NFL Full Contact
You ARE on the field.
We’ve incorporated new artificial intelligence (AI) techniques to bring you the most realistic football game to date. Over 90 real NFL player “behaviors” – stuff like reading the defense, breaking for daylight, or psyching up your teammates – take place before, during and after the plays. If that’s too technical, try this: IT KICKS BUTT!
Dramatic 1st person perspective brings you the action in a whole new way
Over 1500 NFL players with individual player ratings based on their actual stats
Motion-capture animation brings you the truest representation of NFL players
Sound FX that’s knock your helmet off
You’ve never experienced football like this.
By DAVID BRUMBAUGH, former programmer Robin Antonick Games
I was a young “hot shot” programmer who had just had his first book released in 1993 on C++. It was the number one selection in the Computer and Information Science Library and I also had several articles on C and C++ published in several magazines (C Users Journal and PC Techniques specifically). I realized I could do anything I wanted.
I wanted to program games. The first game I ever worked on was NFL Full Contact …
I was hired by Pierre Maloka of “The Software Works”. Pierre is probably the most awesome game programmer and all around great guys you’ll ever hear about. He has been the lead programmer for dozens of big releases. His most famous at the time was “Maddog McCree” and his latest was “Blown Away” … based on the movie. Currently Pierre is president of “Entertaining Games” doing some cool stuff for the iPhone.
He introduced me to Robin Antonick who I was told had designed the original John Madden football game and had actually worked WITH John Madden to do it. Of course, this was a dream job. Working with the designer of John Madden football, on hot new platforms, working at home in my basement! We were going to do NFL Full Contact football for the PlayStation, the new and unreleased platform and two others. The other was Sega Saturn and one other.
Sega’s developer libraries for the Saturn were worthless and we ended up dropping the platform. Not long into the project it was down to the PlayStation only. NFL Full Contact got done for in time for Christmas of 1995 but was no approved by Sony for several small reasons. Coincidently, Sony’s Gameday football game was the only football game approved that year. We released before Christmas 96.

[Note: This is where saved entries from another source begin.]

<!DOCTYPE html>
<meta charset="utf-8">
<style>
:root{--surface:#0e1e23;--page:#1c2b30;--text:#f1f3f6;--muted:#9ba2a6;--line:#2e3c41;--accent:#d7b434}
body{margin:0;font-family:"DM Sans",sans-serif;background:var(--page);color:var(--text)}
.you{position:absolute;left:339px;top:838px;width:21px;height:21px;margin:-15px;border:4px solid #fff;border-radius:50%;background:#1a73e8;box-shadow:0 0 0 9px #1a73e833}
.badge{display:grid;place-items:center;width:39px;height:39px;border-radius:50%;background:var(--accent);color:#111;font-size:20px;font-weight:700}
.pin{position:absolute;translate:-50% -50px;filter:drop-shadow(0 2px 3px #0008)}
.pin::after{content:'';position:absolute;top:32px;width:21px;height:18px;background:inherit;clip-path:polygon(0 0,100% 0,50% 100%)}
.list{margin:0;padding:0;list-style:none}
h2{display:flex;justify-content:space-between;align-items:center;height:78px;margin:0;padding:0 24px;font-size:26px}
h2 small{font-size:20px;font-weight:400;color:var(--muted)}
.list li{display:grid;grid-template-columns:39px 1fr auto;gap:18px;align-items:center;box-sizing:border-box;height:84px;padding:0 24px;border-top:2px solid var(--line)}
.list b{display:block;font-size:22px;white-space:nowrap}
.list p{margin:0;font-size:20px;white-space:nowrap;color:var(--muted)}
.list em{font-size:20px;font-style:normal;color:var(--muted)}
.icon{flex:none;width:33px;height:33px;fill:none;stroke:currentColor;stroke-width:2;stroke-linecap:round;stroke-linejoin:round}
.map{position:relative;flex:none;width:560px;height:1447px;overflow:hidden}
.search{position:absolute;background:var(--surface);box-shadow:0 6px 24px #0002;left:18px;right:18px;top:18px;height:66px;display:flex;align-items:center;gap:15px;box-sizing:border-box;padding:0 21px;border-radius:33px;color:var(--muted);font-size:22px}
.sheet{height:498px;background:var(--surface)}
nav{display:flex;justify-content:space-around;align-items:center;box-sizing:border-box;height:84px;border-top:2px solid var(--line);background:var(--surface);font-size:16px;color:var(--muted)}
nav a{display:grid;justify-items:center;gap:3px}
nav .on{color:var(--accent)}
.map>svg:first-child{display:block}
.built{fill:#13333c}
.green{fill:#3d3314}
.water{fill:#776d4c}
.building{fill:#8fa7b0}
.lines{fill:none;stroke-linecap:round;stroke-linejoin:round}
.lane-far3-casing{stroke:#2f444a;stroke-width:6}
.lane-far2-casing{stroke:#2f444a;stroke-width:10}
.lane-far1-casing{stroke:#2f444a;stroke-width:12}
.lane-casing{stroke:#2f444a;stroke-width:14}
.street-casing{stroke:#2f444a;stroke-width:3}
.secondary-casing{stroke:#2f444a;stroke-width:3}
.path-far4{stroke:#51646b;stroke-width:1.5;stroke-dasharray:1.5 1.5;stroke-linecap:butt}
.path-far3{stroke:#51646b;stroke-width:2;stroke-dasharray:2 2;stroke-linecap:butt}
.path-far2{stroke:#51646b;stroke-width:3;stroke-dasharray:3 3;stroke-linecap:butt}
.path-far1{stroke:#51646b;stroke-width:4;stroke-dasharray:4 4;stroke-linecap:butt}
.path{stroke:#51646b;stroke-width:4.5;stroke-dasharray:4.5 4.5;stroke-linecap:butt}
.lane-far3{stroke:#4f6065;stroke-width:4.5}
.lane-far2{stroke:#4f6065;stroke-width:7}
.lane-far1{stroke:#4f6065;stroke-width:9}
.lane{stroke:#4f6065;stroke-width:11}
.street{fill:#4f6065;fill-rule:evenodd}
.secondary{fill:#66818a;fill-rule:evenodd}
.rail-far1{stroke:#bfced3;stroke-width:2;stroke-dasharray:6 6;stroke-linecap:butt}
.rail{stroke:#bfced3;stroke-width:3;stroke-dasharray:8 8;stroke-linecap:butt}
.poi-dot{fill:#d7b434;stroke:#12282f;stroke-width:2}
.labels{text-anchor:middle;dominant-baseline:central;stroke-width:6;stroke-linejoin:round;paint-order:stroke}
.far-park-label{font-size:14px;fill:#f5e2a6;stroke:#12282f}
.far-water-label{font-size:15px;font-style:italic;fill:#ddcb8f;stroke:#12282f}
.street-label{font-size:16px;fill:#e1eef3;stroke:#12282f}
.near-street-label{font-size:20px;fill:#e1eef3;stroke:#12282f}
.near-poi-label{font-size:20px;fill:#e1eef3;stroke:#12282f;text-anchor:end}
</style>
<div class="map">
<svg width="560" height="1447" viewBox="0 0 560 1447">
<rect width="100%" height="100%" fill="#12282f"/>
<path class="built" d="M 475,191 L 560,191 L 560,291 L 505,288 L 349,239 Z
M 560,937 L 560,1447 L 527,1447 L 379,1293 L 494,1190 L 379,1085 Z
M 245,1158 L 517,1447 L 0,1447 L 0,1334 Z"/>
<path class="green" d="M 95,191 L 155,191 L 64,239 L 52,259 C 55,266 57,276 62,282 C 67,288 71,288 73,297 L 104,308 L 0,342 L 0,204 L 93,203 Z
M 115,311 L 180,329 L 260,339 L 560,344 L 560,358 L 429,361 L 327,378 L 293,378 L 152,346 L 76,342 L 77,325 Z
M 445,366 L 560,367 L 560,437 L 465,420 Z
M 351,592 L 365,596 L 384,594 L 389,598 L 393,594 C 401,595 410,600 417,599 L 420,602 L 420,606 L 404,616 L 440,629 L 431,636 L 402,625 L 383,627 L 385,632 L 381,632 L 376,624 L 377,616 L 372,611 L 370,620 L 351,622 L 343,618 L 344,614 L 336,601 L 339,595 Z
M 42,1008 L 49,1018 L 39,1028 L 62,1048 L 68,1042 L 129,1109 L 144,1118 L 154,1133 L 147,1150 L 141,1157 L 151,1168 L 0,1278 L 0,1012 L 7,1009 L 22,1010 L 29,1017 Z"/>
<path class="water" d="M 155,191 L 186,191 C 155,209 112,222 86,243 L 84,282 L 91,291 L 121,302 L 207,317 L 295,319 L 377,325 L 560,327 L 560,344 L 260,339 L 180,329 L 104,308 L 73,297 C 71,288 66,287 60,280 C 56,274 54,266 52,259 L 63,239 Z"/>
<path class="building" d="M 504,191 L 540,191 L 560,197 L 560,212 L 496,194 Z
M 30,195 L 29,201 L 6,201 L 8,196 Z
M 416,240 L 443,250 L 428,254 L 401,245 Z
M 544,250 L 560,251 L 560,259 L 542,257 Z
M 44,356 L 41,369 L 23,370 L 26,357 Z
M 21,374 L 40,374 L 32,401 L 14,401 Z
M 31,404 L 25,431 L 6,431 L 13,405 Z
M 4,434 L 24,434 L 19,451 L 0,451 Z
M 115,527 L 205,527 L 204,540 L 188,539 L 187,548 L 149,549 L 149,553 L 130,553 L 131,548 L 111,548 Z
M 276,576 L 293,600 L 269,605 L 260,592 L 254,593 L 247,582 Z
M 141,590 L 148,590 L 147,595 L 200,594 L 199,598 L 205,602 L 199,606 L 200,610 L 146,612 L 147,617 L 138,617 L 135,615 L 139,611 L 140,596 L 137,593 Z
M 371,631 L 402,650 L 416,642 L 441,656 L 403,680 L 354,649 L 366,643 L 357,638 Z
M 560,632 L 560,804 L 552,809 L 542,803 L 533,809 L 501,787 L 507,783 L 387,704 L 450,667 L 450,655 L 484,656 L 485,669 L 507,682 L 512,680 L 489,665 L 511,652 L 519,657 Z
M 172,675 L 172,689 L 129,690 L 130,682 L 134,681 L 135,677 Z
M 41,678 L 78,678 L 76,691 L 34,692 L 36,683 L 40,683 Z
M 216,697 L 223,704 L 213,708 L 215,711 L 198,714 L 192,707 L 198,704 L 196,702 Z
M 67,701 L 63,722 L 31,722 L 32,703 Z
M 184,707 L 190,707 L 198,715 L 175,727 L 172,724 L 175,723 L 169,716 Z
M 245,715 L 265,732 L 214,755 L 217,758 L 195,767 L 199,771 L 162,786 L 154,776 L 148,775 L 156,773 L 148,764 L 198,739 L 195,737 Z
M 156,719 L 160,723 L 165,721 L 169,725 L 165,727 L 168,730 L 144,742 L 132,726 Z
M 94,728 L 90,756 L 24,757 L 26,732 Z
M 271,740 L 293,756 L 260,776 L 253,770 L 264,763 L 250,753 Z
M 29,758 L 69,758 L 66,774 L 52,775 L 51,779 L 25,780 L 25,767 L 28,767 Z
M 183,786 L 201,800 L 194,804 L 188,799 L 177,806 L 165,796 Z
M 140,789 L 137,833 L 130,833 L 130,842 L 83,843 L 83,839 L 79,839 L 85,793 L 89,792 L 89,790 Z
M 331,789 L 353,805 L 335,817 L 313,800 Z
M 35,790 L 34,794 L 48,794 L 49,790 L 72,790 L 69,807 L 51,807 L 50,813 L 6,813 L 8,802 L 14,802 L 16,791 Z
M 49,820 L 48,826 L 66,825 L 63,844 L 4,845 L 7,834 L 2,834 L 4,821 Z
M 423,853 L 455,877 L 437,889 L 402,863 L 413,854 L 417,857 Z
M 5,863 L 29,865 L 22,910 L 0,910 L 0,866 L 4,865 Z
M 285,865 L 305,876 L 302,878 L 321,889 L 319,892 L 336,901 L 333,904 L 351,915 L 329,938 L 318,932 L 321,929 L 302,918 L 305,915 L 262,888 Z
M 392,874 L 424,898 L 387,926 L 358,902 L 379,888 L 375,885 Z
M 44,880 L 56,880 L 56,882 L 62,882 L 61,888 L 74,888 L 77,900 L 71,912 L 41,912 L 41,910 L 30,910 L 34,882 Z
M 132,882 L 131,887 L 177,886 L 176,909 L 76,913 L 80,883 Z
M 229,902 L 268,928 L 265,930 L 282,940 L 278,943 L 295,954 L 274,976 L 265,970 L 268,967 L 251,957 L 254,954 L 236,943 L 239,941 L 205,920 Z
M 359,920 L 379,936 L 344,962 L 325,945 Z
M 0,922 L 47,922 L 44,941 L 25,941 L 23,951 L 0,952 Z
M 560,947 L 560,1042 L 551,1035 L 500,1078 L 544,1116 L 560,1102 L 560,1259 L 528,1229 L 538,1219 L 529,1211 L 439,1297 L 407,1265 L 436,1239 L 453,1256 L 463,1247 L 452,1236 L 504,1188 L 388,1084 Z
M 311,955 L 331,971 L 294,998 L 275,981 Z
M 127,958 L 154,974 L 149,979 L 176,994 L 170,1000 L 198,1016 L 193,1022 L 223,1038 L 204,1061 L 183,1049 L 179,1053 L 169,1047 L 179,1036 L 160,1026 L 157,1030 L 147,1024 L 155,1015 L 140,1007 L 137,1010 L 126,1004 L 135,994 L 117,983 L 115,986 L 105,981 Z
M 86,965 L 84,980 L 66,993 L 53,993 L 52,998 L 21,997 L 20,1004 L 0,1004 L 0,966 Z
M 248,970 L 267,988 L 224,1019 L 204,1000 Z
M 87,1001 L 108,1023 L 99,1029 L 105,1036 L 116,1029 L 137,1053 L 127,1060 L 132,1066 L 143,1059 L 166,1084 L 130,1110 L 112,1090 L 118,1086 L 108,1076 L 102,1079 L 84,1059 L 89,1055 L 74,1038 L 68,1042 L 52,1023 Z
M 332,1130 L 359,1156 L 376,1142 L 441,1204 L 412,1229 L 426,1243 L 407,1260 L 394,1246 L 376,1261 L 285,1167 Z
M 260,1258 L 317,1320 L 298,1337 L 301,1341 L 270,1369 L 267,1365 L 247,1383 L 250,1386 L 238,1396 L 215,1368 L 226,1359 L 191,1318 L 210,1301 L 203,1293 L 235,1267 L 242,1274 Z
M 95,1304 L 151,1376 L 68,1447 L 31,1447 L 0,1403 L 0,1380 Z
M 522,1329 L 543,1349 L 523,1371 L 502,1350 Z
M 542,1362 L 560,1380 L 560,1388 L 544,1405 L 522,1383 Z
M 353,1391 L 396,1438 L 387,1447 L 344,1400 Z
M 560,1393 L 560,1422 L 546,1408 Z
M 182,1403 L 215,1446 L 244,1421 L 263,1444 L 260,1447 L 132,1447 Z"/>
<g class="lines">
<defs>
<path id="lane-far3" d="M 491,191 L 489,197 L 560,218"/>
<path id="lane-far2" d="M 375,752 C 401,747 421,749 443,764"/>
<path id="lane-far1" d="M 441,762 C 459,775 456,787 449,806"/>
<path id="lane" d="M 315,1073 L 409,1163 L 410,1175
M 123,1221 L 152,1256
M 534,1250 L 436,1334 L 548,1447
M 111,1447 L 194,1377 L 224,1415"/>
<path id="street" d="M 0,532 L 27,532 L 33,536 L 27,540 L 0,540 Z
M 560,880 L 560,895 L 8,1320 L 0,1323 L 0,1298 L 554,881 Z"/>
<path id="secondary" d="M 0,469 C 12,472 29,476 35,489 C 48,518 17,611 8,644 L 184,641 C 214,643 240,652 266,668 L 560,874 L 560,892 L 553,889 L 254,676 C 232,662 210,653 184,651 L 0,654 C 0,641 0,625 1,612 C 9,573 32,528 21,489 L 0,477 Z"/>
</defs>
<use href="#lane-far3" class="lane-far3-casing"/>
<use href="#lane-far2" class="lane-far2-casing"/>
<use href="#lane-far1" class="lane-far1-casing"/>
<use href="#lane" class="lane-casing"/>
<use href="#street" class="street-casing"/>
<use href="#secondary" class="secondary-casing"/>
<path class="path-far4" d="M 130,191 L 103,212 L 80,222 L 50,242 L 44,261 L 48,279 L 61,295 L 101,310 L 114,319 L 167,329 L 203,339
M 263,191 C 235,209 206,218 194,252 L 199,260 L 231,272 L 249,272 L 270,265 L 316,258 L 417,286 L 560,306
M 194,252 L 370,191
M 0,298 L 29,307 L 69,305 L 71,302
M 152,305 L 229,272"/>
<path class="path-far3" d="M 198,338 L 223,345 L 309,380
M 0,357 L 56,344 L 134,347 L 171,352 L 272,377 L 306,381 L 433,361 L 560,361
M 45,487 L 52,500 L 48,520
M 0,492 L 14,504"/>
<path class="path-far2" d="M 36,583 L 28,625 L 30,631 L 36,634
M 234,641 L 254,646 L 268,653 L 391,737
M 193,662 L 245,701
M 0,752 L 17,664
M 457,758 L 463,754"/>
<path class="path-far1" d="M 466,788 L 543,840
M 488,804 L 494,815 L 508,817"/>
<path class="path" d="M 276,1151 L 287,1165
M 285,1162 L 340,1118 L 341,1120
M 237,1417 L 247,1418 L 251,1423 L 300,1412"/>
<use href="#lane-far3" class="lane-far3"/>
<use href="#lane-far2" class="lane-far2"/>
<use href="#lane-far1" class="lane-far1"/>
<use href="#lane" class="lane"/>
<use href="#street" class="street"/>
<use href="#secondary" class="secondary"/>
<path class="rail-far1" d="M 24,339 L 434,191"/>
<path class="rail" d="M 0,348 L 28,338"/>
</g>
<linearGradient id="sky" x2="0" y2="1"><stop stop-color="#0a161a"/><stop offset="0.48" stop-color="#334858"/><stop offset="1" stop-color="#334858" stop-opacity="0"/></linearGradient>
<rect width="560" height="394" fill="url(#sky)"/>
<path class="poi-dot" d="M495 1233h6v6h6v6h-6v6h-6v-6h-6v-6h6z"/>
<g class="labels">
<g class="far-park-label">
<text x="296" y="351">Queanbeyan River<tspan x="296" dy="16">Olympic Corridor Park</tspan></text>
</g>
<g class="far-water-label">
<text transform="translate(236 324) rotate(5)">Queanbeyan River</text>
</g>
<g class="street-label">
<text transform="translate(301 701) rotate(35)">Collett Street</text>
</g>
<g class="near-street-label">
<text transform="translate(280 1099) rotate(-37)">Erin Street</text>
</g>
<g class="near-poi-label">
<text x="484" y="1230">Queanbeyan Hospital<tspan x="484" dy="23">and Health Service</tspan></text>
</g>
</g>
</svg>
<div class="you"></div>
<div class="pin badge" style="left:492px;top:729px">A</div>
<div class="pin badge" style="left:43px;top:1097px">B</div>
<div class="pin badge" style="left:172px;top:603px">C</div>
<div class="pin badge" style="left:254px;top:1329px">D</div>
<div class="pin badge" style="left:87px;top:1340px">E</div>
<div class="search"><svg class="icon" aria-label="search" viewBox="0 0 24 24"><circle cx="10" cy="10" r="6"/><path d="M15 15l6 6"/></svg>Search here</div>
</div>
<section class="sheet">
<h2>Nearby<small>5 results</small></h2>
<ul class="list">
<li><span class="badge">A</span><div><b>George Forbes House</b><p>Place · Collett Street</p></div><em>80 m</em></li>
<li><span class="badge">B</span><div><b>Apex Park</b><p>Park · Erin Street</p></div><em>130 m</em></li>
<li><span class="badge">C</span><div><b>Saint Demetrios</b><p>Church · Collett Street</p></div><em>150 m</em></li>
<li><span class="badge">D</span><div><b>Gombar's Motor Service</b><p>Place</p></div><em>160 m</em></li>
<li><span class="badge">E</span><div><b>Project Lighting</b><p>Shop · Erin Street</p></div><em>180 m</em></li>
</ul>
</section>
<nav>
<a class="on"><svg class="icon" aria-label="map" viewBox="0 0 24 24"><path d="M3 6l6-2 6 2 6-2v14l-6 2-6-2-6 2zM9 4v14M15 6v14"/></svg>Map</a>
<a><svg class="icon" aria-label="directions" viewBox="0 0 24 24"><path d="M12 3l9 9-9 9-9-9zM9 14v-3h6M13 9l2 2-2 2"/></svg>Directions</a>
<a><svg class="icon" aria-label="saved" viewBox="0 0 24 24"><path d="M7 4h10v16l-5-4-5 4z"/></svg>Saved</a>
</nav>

Robin got the funding and the big names, but Pierre and I did the actual work. There was another guy, Alex, who pounded the pavement and used Robin’s credits with Madden to full extent. I loved working for Pierre, I was used to being the computer genius but this guy Pierre was fantastic. I was learning from him, he respected my time, made sure I had enough “creative juices” was respectful of my family commitments…
Pierre did the really, really hard stuff and corrected me a lot, it was an awesome time of learning and growth.
I had played football in high school and was astounded at how BAD the top football games of the time (1994) looked on the line. All of the creative energy had been put into the backfield. Anyone who knows football will tell you that you have to have smart guys on your offensive line. I put together a forward chaining inference engine based expert system for each player. So, linemen acted like linemen and every player had his priorities straight.
Additionally, for no good reason I could think of at the time, I decided to use polar coordinates rather than cartesian coordinates to describe the motion and change in motion for the physics. Specifically each player (or other game object) moved relative to itself. Using polar coordinates, the AI engine could tell a player icon “turn right 3 degrees and move forward 1 yard”. Traditionally, with cartesian coordinates this has been done by telling the player icon, “Move 1 unit right, and move 2 units forward”.
While this did cause some problems in the transformation to the graphics, it ultimately gave us a lot of flexibility when mapping behaviors and capabilities to players. Each player was a virtual robot with the “expert system” AI driver. I did forget about air resistance in the passing and kicking so all the throws are in a perfect arc.
The key problem with the PS1 was that it had no floating point co-processor. All of the math had to be done in fixed point. Pierre was used to this and knew how to make it work. I was not, and this was one of the places I learned A LOT. I mention that challenge because the lack of floating point support is key to all projects I worked on concerning the PlayStation.
Other “firsts” in the game included the ability to have a first person view (we called it Helmet Cam internally) from any player’s perspective. Turns out it was not used much.